Des chiffonniers tiraient des petites charettes
en hurlant “voderiki ! “. Ils vendaient et ils
achetaient des schmattess, des chiffons et de la brocante... Les poissonniers criaient “schel, schelevis ! “ pour vendre leurs poissons, un genre de kabeljauw, de cabillaud...
D’autres frappaient aux portes pour proposer leurs services de rempailleur : “Stoelen te binden ?“, “Avez-vous des chaises à réparer ?“ Les rémouleurs quant à eux proposaient d’aiguiser nos couteaux : “Messen te slijpen ! “... À cette époque, nos ciseaux devaient durer toute une vie !
Chaque semaine, nous pouvions voir des processions sortir des églises, les thuriféraires en tête balançant les encensoirs fumants qui répendaient ces horribles odeurs autour d’eux.

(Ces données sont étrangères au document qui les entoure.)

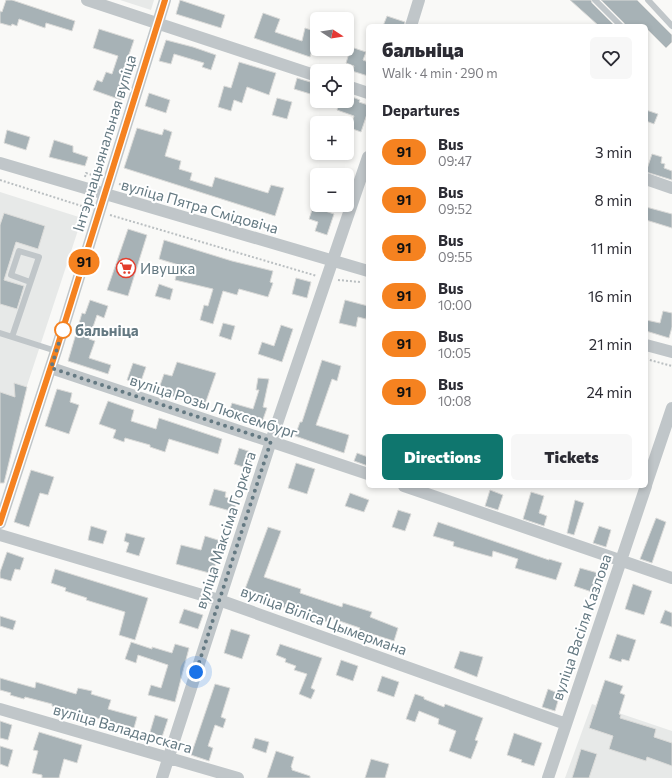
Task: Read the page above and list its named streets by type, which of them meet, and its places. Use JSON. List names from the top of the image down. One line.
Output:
{"streets":{"street":["Інтэрнацыянальная вуліца","вуліца Пятра Смідовіча","вуліца Розы Люксембург","вуліца Максіма Горкага","вуліца Віліса Цымермана","вуліца Васіля Казлова","вуліца Валадарскага"]},"crossings":[["Інтэрнацыянальная вуліца","вуліца Пятра Смідовіча"],["Інтэрнацыянальная вуліца","вуліца Розы Люксембург"],["вуліца Пятра Смідовіча","вуліца Максіма Горкага"],["вуліца Розы Люксембург","вуліца Максіма Горкага"],["вуліца Максіма Горкага","вуліца Віліса Цымермана"],["вуліца Максіма Горкага","вуліца Валадарскага"],["вуліца Віліса Цымермана","вуліца Васіля Казлова"]],"places":{"supermarket":["Ивушка"],"other":["бальніца"]},"lines":["bus line 91"],"north":"right","page":{"on_map":"91","map_buttons":["+","−"],"heading":[["бальніца","Walk · 4 min · 290 m"],"Departures"],"list":[{"mark":"91","name":"Bus","note":"09:47","value":"3 min"},{"mark":"91","name":"Bus","note":"09:52","value":"8 min"},{"mark":"91","name":"Bus","note":"09:55","value":"11 min"},{"mark":"91","name":"Bus","note":"10:00","value":"16 min"},{"mark":"91","name":"Bus","note":"10:05","value":"21 min"},{"mark":"91","name":"Bus","note":"10:08","value":"24 min"}],"buttons":["Directions","Tickets"]}}
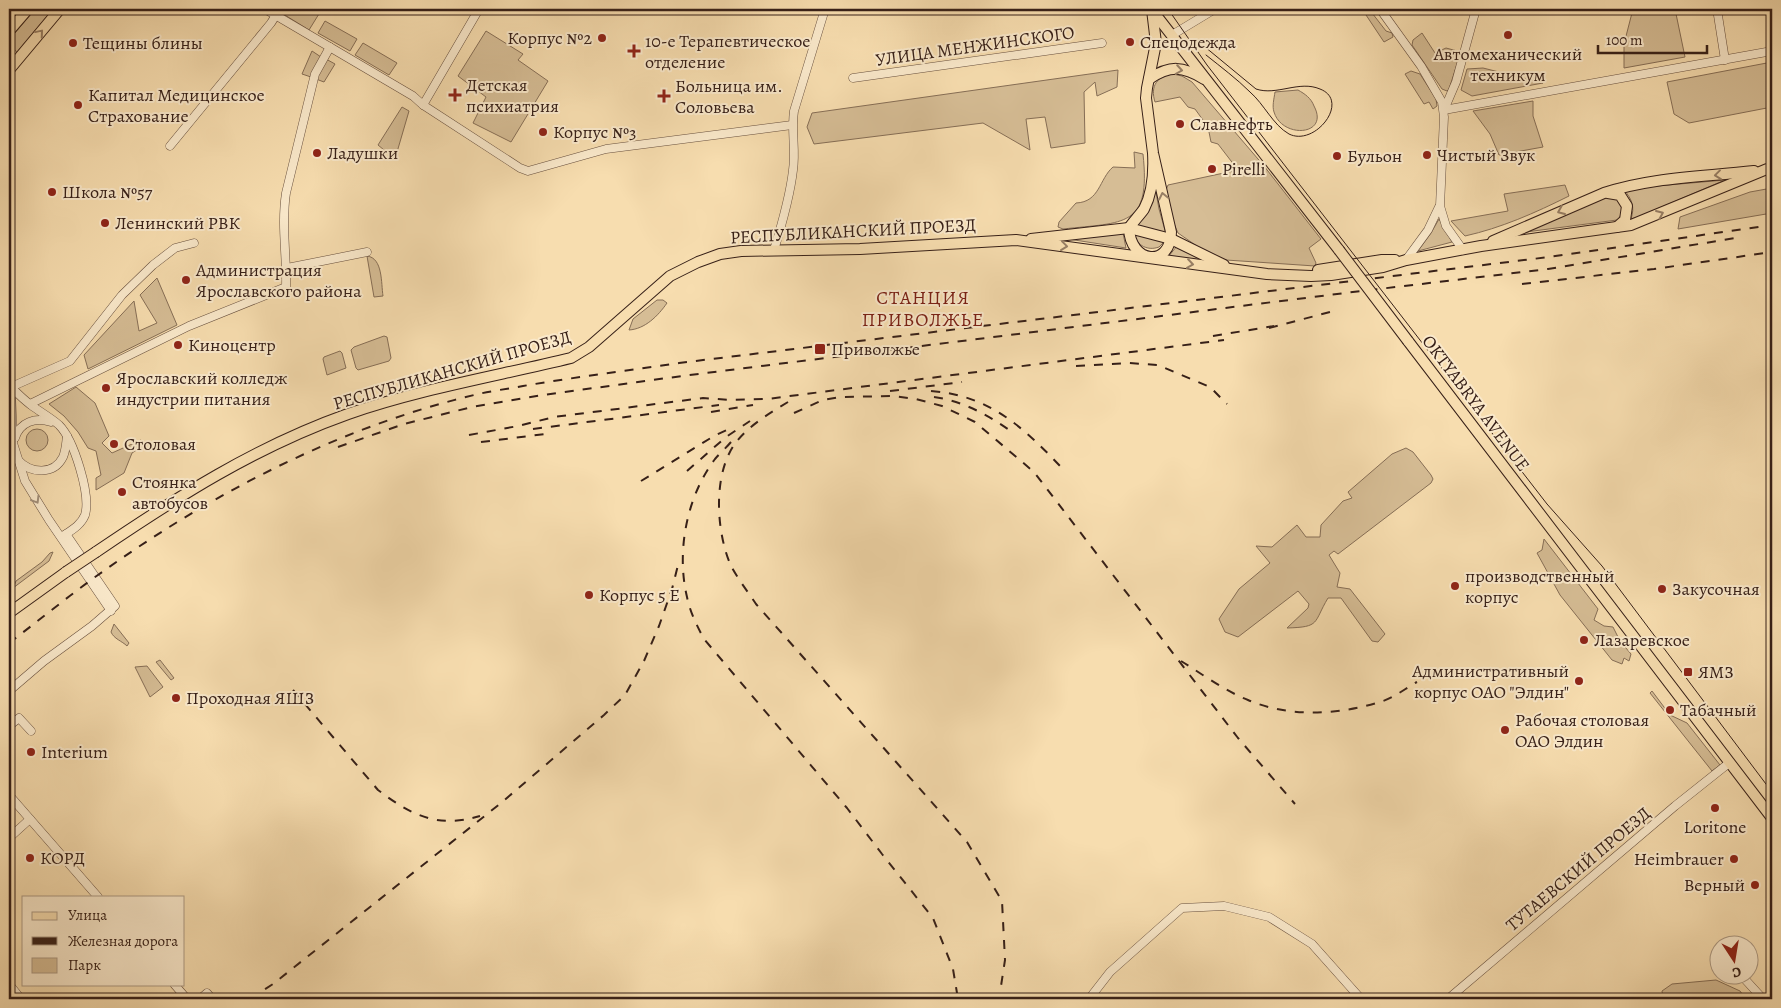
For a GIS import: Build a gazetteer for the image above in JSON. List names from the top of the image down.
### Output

Je crois que de là date mon allergie aux odeurs d’encens. Je me souviens de tout cela très clairement.
Quand j’étais petite, j’adorais la fête de Pessakh. La maison était propre, les nappes blanches sur la table... Et on mangeait mieux... Et c’était si looong, d’un Pessakh à un autre... Aujourd’hui tout passe si vite !...
Maman disait toujours : “A ox far a grochen !“ un boeuf pour un sou, “ober as den grochen ist nicht du“, mais si le sou n’est pas là... En d’autres termes, c’est bon marché, mais nous n’avons pas le sou.
Elle était régulièrement enceinte, ce qui faisait raler mes sœurs :
“Encore des langes à laver, encore des corvées“, disaient-elles.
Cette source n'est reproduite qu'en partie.